The problem with using averages to project the damage caused by ransomware is that they tend to make us forget about the sizable number that fall outside this band.
Downtime—how long it takes to recover from an attack—is an interesting case in point. Data company Statista estimates the average downtime after a ransomware attack against U.S. organizations in the final quarter of 2021 was 20 days, a slight fall from a year peak of 23 days that summer.
Gathered from a variety of sources, three weeks is probably an accurate reflection of what most organizations experience after a ransomware attack. But this still begs the question of what is meant by “downtime.” Clearly, getting an organization back in business isn’t the same as restoring all systems that might have been disrupted, which could take weeks longer.
And, of course, there are always cases where the downtime is far longer. Take the case of SEC Info, a small data business run by owner Fran Finnegan that found itself struggling for a lot longer than mere weeks.
According to the Los Angeles Times, the company’s systems were hit by an unidentified ransomware attack in June 2021. Finnegan expected to take a few weeks to reinstate full operations.
In reality, it took more than a year to bring the company back up. But what makes this story worth recounting is why it took so long to recover, and what made the attack possible in the first place.
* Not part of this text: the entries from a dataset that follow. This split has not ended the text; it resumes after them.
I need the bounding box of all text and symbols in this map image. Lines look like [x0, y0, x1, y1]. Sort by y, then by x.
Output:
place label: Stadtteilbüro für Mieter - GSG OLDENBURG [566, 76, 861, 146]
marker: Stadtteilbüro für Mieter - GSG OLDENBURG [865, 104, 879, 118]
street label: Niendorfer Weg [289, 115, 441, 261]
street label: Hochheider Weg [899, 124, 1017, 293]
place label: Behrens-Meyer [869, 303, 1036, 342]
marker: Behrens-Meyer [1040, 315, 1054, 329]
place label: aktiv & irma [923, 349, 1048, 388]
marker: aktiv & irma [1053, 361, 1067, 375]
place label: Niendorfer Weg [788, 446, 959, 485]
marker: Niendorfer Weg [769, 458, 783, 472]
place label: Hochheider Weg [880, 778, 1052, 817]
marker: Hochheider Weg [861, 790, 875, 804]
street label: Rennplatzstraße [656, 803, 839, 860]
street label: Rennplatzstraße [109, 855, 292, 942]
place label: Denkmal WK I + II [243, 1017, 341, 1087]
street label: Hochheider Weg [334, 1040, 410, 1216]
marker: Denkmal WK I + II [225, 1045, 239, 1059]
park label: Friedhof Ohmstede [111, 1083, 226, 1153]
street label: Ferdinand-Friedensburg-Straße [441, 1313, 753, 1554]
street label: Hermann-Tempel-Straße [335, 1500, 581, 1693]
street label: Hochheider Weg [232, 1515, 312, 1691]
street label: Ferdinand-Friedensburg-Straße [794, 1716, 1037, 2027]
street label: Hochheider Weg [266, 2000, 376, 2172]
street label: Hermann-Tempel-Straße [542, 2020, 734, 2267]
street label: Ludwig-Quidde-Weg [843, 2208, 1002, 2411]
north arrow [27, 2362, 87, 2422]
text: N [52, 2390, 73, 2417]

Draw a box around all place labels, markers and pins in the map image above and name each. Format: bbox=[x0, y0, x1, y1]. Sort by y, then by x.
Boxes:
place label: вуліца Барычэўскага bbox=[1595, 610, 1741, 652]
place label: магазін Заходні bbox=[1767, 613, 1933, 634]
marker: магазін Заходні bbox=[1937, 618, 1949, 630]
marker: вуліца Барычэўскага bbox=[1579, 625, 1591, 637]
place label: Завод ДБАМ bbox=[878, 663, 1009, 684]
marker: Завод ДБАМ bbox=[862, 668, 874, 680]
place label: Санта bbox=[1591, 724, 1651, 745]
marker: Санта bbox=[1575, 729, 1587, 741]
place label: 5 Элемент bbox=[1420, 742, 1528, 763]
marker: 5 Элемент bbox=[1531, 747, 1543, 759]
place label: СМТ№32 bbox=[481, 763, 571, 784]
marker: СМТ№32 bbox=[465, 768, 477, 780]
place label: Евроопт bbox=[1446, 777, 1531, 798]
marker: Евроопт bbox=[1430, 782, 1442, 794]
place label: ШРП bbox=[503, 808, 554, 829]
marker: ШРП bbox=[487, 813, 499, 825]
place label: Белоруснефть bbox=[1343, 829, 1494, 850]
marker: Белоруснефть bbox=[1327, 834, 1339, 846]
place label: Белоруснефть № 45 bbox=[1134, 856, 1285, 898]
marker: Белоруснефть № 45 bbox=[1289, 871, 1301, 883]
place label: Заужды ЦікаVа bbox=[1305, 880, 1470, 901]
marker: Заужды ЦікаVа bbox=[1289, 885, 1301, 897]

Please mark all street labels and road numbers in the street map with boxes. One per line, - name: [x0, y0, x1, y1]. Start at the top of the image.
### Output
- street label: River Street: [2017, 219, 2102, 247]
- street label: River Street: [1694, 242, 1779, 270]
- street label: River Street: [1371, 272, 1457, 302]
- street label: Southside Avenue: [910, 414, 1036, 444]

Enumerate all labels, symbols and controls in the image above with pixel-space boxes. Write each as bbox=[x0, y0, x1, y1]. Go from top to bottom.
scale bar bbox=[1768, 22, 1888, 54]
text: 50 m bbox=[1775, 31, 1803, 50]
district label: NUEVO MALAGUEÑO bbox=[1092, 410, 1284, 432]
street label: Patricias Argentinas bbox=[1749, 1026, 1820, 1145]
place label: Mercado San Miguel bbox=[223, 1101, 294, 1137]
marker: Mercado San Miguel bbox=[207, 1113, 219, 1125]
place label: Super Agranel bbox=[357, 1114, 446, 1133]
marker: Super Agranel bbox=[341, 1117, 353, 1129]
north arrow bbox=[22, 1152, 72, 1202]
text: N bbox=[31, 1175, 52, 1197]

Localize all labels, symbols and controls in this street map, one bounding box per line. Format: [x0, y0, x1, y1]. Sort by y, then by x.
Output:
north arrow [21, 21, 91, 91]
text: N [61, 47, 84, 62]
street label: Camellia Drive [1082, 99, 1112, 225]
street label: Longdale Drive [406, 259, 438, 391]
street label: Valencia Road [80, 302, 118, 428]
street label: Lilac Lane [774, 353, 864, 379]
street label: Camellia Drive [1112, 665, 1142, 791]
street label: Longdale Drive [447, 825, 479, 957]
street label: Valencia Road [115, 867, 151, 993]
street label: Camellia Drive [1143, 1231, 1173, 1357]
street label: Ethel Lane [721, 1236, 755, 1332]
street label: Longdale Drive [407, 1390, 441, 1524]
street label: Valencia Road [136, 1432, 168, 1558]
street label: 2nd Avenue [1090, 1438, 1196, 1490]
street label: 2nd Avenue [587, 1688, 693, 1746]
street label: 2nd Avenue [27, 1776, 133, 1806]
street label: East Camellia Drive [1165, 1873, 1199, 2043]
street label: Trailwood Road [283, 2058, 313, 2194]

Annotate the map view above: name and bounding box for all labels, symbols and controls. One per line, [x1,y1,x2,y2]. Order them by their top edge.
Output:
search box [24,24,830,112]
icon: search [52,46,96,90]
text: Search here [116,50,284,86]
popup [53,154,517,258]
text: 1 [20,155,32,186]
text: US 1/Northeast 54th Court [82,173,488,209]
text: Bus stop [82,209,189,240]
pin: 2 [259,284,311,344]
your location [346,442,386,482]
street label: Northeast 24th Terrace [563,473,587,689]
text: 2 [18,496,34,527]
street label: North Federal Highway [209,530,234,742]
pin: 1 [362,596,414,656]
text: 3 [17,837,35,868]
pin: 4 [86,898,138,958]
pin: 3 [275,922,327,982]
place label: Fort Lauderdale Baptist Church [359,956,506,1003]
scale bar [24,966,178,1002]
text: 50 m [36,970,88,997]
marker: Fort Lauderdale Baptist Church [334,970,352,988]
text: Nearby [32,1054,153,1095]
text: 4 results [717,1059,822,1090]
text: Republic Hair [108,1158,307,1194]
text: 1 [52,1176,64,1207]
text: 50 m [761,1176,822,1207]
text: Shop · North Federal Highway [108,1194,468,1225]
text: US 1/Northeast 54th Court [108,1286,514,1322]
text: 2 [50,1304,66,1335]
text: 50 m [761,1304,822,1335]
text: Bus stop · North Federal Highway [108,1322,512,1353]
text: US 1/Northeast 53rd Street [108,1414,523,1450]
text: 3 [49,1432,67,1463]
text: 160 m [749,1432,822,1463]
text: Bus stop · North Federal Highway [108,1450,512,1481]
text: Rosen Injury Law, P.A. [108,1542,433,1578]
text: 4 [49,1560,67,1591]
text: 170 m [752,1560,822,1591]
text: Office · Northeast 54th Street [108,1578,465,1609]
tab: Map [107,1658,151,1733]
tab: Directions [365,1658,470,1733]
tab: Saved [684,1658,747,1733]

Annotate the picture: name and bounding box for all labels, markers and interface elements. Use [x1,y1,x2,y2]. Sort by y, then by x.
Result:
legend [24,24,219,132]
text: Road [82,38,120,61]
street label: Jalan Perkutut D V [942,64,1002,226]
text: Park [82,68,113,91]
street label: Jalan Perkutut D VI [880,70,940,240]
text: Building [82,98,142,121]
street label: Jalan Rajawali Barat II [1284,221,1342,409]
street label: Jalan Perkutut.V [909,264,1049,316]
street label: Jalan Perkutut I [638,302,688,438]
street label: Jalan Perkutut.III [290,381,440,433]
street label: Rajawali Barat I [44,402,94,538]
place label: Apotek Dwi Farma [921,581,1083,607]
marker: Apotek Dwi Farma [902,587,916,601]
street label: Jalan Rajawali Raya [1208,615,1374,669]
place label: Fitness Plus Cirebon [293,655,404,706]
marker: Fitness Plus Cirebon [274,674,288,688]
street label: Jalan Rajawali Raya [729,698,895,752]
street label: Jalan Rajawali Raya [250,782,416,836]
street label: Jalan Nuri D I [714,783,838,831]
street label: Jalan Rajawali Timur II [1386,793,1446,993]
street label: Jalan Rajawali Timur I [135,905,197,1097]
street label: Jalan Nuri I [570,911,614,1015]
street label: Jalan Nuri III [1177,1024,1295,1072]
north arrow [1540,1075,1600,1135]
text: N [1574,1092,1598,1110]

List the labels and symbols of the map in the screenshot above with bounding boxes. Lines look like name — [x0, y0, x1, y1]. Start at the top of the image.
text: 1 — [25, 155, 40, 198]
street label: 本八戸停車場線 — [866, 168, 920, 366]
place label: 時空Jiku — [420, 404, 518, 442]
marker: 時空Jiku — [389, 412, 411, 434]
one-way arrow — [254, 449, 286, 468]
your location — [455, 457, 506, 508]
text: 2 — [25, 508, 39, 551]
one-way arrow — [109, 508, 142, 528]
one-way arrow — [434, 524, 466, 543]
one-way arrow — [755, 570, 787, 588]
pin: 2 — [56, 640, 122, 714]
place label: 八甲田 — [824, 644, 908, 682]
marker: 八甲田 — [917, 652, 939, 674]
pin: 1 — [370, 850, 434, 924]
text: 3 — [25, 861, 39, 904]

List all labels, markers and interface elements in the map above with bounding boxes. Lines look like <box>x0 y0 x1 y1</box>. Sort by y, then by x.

It started with the infamous Yahoo data breach of 2013, not disclosed until 2016. This gave attackers lots of Yahoo accounts to aim at with password crackers, including Finnegan’s. Wisely, he changed his password after the attack—but forgot he’d used the same password to secure access to an admin account for SEC Info.
Heading to vacation in 2021, he activated this account for remote access, opening a window of opportunity:
“Beginning last June 26, hackers pinged his system 2.5 million times with stolen Yahoo passwords, finally hitting on the right one.”
Naturally, Finnegan had backed up the company’s data, but recovering that data in its entirety turned out to be more complex than he’d assumed.
First, a small but important amount of recent data hadn’t been backed up. But the bigger problem was the software he’d written for the company going back a quarter of a century. Reconstituting this proved complex, because in some cases he’d forgotten how it had been configured.
This was on top of trying to keep the attackers that were inside his systems from continuing their wrecking spree.
The first lesson is not to assume that weaknesses are current. Some might go back years or even decades, making them much harder to detect.
Second, no matter how secure a password is, without authentication it’s vulnerable.
Third, legacy software is a recovery issue. It’s old, it’s vulnerable, and it might also be hard to put back together again within that Statista average of a three-week recovery. You might think your company is average—but don’t assume you’ll be that lucky.